▸ To do
Reproduce every record below word for word and include no pictures.

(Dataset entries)
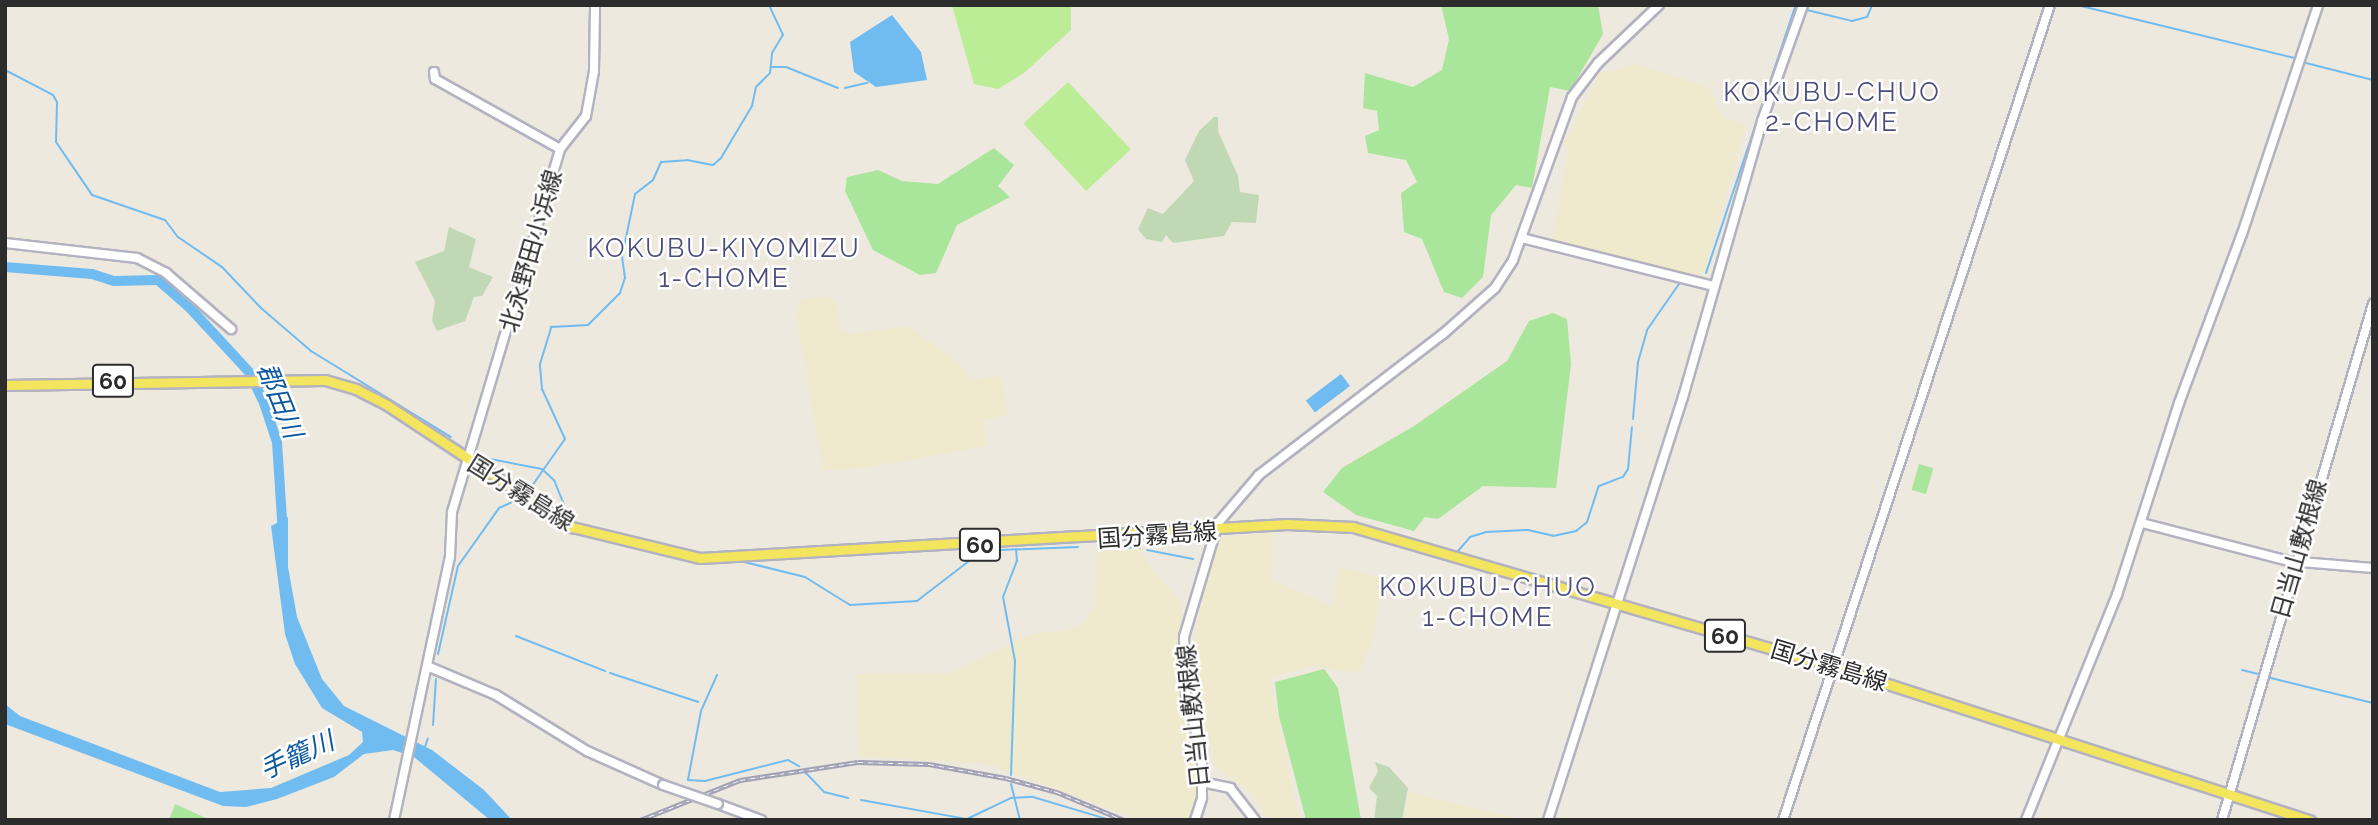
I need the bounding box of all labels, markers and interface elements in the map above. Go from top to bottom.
district label: KOKUBU-CHUO 2-CHOME [1725,77,1939,138]
street label: 北永野田小浜線 [494,166,568,336]
district label: KOKUBU-KIYOMIZU 1-CHOME [589,233,859,294]
water label: 郡田川 [250,359,308,443]
road number: 60 [90,362,136,400]
street label: 国分霧島線 [462,449,580,537]
street label: 日当山敷根線 [2265,476,2333,622]
street label: 国分霧島線 [1096,516,1218,554]
road number: 60 [957,526,1003,565]
district label: KOKUBU-CHUO 1-CHOME [1381,572,1595,634]
road number: 60 [1702,616,1748,656]
street label: 国分霧島線 [1767,635,1891,697]
street label: 日当山敷根線 [1171,643,1215,789]
water label: 手籠川 [255,726,339,786]

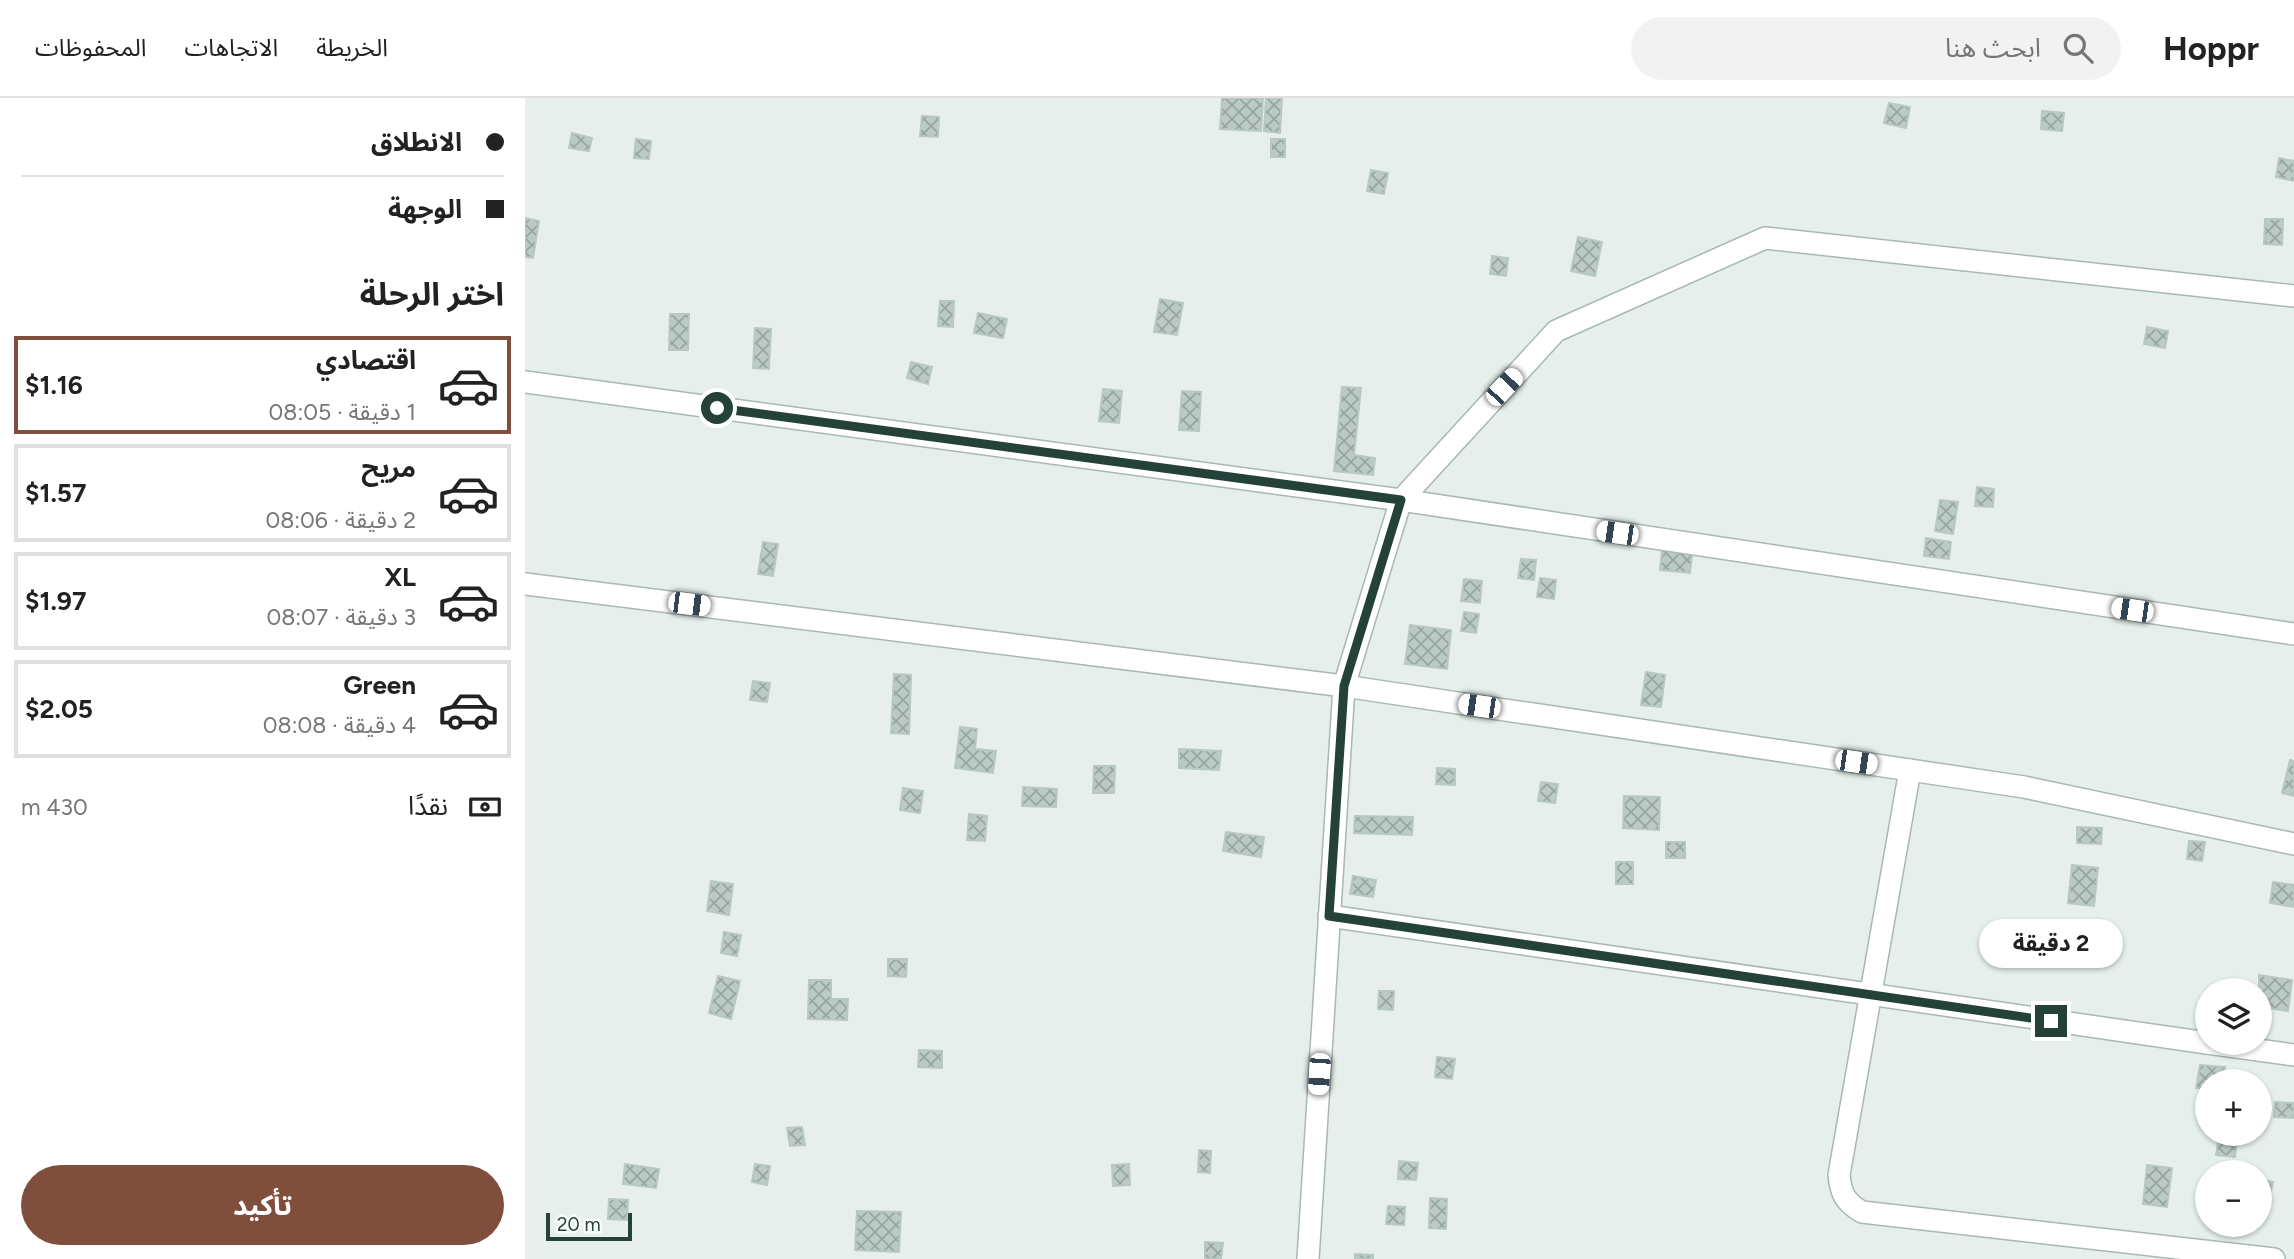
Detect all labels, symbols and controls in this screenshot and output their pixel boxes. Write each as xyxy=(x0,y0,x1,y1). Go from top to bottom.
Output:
search box xyxy=(1631,17,2121,80)
icon: search xyxy=(2059,29,2097,67)
text: Hoppr xyxy=(2163,29,2259,68)
text: ابحث هنا xyxy=(1945,32,2041,64)
text: المحفوظات xyxy=(35,33,146,62)
text: الاتجاهات xyxy=(184,33,278,62)
text: الخريطة xyxy=(316,33,388,62)
text: الانطلاق xyxy=(371,126,462,158)
text: الوجهة xyxy=(388,193,462,225)
text: اختر الرحلة xyxy=(360,275,504,313)
text: اقتصادي xyxy=(316,344,416,376)
icon: car xyxy=(437,354,500,417)
car xyxy=(1482,364,1527,410)
text: $1.16 xyxy=(25,369,83,401)
route start xyxy=(701,392,733,424)
text: 1 دقيقة · 08:05 xyxy=(269,398,416,426)
text: مريح xyxy=(361,452,416,484)
icon: car xyxy=(437,462,500,525)
text: $1.57 xyxy=(25,477,86,509)
text: 2 دقيقة · 08:06 xyxy=(265,506,416,534)
car xyxy=(1595,520,1640,546)
text: XL xyxy=(384,561,416,593)
icon: car xyxy=(437,570,500,633)
text: $1.97 xyxy=(25,585,86,617)
car xyxy=(667,591,712,617)
car xyxy=(2110,597,2155,623)
text: 3 دقيقة · 08:07 xyxy=(266,603,416,631)
text: Green xyxy=(343,669,416,701)
icon: car xyxy=(437,678,500,741)
text: $2.05 xyxy=(25,693,93,725)
car xyxy=(1457,693,1502,719)
text: 4 دقيقة · 08:08 xyxy=(263,711,416,739)
car xyxy=(1834,749,1879,775)
icon: cash xyxy=(466,788,504,826)
text: نقدًا xyxy=(408,790,448,822)
text: 430 m xyxy=(21,793,88,821)
callout: 2 دقيقة xyxy=(1979,920,2123,968)
text: 2 دقيقة xyxy=(2013,929,2089,957)
map controls xyxy=(2195,978,2272,1237)
button: layers xyxy=(2195,978,2272,1055)
route end xyxy=(2035,1005,2067,1037)
car xyxy=(1308,1052,1331,1096)
button: + xyxy=(2195,1069,2272,1146)
button: − xyxy=(2195,1160,2272,1237)
button: تأكيد xyxy=(21,1165,504,1245)
scale bar xyxy=(546,1210,632,1242)
text: 20 m xyxy=(557,1213,601,1236)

▸ Task result
I need the bounding box of all labels, markers and interface elements in the map above. Go from top to bottom.
district label: KOKUBU-CHUO 2-CHOME [1725,77,1939,138]
street label: 北永野田小浜線 [494,166,568,336]
district label: KOKUBU-KIYOMIZU 1-CHOME [589,233,859,294]
water label: 郡田川 [250,359,308,443]
road number: 60 [90,362,136,400]
street label: 国分霧島線 [462,449,580,537]
street label: 日当山敷根線 [2265,476,2333,622]
street label: 国分霧島線 [1096,516,1218,554]
road number: 60 [957,526,1003,565]
district label: KOKUBU-CHUO 1-CHOME [1381,572,1595,634]
road number: 60 [1702,616,1748,656]
street label: 国分霧島線 [1767,635,1891,697]
street label: 日当山敷根線 [1171,643,1215,789]
water label: 手籠川 [255,726,339,786]

Detect all labels, symbols and controls in this screenshot and output their pixel boxes. Write each as xyxy=(x0,y0,x1,y1). Go from top to bottom.
Output:
search box xyxy=(1631,17,2121,80)
icon: search xyxy=(2059,29,2097,67)
text: Hoppr xyxy=(2163,29,2259,68)
text: ابحث هنا xyxy=(1945,32,2041,64)
text: المحفوظات xyxy=(35,33,146,62)
text: الاتجاهات xyxy=(184,33,278,62)
text: الخريطة xyxy=(316,33,388,62)
text: الانطلاق xyxy=(371,126,462,158)
text: الوجهة xyxy=(388,193,462,225)
text: اختر الرحلة xyxy=(360,275,504,313)
text: اقتصادي xyxy=(316,344,416,376)
icon: car xyxy=(437,354,500,417)
car xyxy=(1482,364,1527,410)
text: $1.16 xyxy=(25,369,83,401)
route start xyxy=(701,392,733,424)
text: 1 دقيقة · 08:05 xyxy=(269,398,416,426)
text: مريح xyxy=(361,452,416,484)
icon: car xyxy=(437,462,500,525)
text: $1.57 xyxy=(25,477,86,509)
text: 2 دقيقة · 08:06 xyxy=(265,506,416,534)
car xyxy=(1595,520,1640,546)
text: XL xyxy=(384,561,416,593)
icon: car xyxy=(437,570,500,633)
text: $1.97 xyxy=(25,585,86,617)
car xyxy=(667,591,712,617)
car xyxy=(2110,597,2155,623)
text: 3 دقيقة · 08:07 xyxy=(266,603,416,631)
text: Green xyxy=(343,669,416,701)
icon: car xyxy=(437,678,500,741)
text: $2.05 xyxy=(25,693,93,725)
car xyxy=(1457,693,1502,719)
text: 4 دقيقة · 08:08 xyxy=(263,711,416,739)
car xyxy=(1834,749,1879,775)
icon: cash xyxy=(466,788,504,826)
text: نقدًا xyxy=(408,790,448,822)
text: 430 m xyxy=(21,793,88,821)
callout: 2 دقيقة xyxy=(1979,920,2123,968)
text: 2 دقيقة xyxy=(2013,929,2089,957)
map controls xyxy=(2195,978,2272,1237)
button: layers xyxy=(2195,978,2272,1055)
route end xyxy=(2035,1005,2067,1037)
car xyxy=(1308,1052,1331,1096)
button: + xyxy=(2195,1069,2272,1146)
button: − xyxy=(2195,1160,2272,1237)
button: تأكيد xyxy=(21,1165,504,1245)
scale bar xyxy=(546,1210,632,1242)
text: 20 m xyxy=(557,1213,601,1236)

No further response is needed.